Yesterday evening I started to feel a little anxious again. I noticed this during the night as my sleep was disturbed. I woke up around 3AM in sweat, with very vivid dreams. Decided to take half a diazepam and continue sleeping. So it definitely is going up and down at the moment.

mrose
14-09-16, 09:22
Day 24:

Last few days were pretty decent. I feel like the ecit is finally starting to give me the boost that I so longed with citalopram but never really got. We'll see where the rest of the week takes me.

HaG
31-10-16, 23:43
Wondering how you were doing. I made the switch about 9 days ago. I was pretty good, but late yesterday and today have been a little rough. Butterflies in the stomach, crappy, sleep, and pretty on edge.
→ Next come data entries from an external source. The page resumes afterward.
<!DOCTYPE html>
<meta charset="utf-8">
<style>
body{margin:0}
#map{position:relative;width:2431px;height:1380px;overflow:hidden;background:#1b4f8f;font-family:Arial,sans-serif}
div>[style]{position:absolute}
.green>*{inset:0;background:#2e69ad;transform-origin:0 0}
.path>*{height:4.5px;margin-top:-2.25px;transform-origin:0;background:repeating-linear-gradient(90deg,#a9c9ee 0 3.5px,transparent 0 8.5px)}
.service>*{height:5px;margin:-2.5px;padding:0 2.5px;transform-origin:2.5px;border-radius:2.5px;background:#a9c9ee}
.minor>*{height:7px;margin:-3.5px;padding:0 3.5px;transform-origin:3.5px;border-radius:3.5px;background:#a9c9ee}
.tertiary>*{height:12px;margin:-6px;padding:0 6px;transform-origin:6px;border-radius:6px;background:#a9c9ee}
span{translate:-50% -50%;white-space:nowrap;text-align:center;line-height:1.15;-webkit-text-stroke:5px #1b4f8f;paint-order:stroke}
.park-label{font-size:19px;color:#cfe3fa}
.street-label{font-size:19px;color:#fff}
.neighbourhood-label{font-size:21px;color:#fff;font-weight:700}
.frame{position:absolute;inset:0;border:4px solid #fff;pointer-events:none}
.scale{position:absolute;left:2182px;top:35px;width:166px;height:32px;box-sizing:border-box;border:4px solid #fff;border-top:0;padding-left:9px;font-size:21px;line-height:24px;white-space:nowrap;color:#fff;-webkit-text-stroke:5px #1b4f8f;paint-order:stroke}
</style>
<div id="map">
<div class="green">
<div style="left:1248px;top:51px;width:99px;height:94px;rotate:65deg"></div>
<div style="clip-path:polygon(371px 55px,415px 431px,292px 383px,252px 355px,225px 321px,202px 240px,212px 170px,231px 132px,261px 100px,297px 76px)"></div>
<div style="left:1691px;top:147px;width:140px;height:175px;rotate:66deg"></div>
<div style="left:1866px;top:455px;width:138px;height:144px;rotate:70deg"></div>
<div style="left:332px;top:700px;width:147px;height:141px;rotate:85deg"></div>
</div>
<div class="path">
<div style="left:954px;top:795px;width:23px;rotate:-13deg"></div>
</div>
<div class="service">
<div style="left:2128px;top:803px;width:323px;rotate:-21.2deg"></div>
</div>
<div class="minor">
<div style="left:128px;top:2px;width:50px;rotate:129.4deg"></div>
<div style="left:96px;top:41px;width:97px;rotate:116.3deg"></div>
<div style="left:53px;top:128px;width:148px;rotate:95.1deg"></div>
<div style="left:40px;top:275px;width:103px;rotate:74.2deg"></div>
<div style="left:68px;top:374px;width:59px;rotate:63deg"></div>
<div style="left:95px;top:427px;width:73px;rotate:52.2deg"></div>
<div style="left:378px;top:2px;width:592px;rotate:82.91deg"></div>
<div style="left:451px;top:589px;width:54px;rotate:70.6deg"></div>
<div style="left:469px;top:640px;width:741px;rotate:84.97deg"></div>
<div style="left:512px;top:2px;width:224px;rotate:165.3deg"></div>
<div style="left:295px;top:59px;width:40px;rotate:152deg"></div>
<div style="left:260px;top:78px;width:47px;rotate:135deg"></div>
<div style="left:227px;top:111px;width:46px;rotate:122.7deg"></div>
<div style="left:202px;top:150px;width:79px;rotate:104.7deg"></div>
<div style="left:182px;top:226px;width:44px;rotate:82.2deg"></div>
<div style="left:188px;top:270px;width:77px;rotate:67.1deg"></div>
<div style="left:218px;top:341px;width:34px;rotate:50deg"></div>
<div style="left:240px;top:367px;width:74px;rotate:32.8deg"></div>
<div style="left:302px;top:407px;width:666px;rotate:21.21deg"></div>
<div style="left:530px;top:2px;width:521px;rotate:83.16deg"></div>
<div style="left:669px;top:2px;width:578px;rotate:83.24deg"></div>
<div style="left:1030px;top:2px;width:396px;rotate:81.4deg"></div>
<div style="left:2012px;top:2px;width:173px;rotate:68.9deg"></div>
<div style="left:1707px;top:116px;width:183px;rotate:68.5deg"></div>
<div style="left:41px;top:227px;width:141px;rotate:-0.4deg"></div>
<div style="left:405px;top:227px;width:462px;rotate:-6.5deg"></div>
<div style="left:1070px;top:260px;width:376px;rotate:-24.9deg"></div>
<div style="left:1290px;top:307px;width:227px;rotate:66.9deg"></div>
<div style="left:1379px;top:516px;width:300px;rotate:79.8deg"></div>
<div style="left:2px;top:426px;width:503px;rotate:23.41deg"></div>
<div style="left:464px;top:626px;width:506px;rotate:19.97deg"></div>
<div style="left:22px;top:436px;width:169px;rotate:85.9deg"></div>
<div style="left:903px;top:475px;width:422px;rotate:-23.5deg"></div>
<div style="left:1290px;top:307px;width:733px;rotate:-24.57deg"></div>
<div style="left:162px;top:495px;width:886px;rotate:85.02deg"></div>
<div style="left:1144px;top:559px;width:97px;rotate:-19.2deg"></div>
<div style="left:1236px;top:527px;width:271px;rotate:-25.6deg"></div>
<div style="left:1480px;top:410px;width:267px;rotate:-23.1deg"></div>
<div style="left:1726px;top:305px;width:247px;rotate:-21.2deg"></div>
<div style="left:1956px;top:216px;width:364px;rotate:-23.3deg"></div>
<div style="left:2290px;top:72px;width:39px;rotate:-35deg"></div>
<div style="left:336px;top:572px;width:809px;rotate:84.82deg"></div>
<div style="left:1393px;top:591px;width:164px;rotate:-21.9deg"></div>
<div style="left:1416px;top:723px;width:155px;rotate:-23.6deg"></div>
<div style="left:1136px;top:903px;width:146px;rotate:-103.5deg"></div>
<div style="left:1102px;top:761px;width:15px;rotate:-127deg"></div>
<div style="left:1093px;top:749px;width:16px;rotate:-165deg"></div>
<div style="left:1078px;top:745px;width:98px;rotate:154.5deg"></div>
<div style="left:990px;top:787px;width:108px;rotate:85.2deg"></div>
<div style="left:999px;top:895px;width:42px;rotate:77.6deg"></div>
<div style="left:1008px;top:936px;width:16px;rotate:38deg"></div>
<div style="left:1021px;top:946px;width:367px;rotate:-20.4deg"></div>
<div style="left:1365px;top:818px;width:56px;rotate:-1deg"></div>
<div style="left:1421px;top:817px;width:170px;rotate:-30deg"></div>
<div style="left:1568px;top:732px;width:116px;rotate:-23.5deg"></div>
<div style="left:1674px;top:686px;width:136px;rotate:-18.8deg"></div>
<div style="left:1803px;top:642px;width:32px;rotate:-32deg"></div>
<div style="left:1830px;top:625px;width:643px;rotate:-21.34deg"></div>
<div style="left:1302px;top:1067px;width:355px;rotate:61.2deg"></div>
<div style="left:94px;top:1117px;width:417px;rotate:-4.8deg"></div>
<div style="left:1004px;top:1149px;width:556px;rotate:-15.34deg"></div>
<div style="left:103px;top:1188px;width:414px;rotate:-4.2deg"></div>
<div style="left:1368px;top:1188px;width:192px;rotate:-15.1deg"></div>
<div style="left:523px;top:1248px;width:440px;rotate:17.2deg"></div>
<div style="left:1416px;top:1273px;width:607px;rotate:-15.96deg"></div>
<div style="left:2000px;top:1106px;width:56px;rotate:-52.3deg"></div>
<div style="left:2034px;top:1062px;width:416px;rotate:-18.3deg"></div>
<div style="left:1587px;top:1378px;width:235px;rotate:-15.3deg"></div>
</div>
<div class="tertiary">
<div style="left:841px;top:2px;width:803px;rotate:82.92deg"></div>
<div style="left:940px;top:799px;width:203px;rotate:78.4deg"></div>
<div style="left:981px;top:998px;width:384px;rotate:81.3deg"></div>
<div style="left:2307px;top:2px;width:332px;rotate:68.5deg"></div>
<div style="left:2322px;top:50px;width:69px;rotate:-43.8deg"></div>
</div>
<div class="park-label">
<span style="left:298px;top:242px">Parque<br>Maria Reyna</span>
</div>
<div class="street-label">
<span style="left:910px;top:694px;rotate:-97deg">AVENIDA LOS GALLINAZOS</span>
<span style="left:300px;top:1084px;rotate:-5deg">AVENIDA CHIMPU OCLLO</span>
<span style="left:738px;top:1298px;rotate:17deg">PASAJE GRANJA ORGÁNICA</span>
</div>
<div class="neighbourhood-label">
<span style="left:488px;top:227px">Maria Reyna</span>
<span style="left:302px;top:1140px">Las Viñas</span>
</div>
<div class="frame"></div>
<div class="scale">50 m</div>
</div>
Wondering if it's a bump in the road or gonna be the way it is.

mrose
07-11-16, 13:41
Hey HaG,

It's about 11 weeks now on escitalopram and I was doing quite alright. However, last week has been pretty rough again. I have an calculus exam coming up tomorrow and I've been stressing out on this pretty hard. This is probably the reason why my anxiety has flared up again. I have an appointment in 1 week with my psychiatrist to review the medication.

But yeah, there are definitely bumps in the road.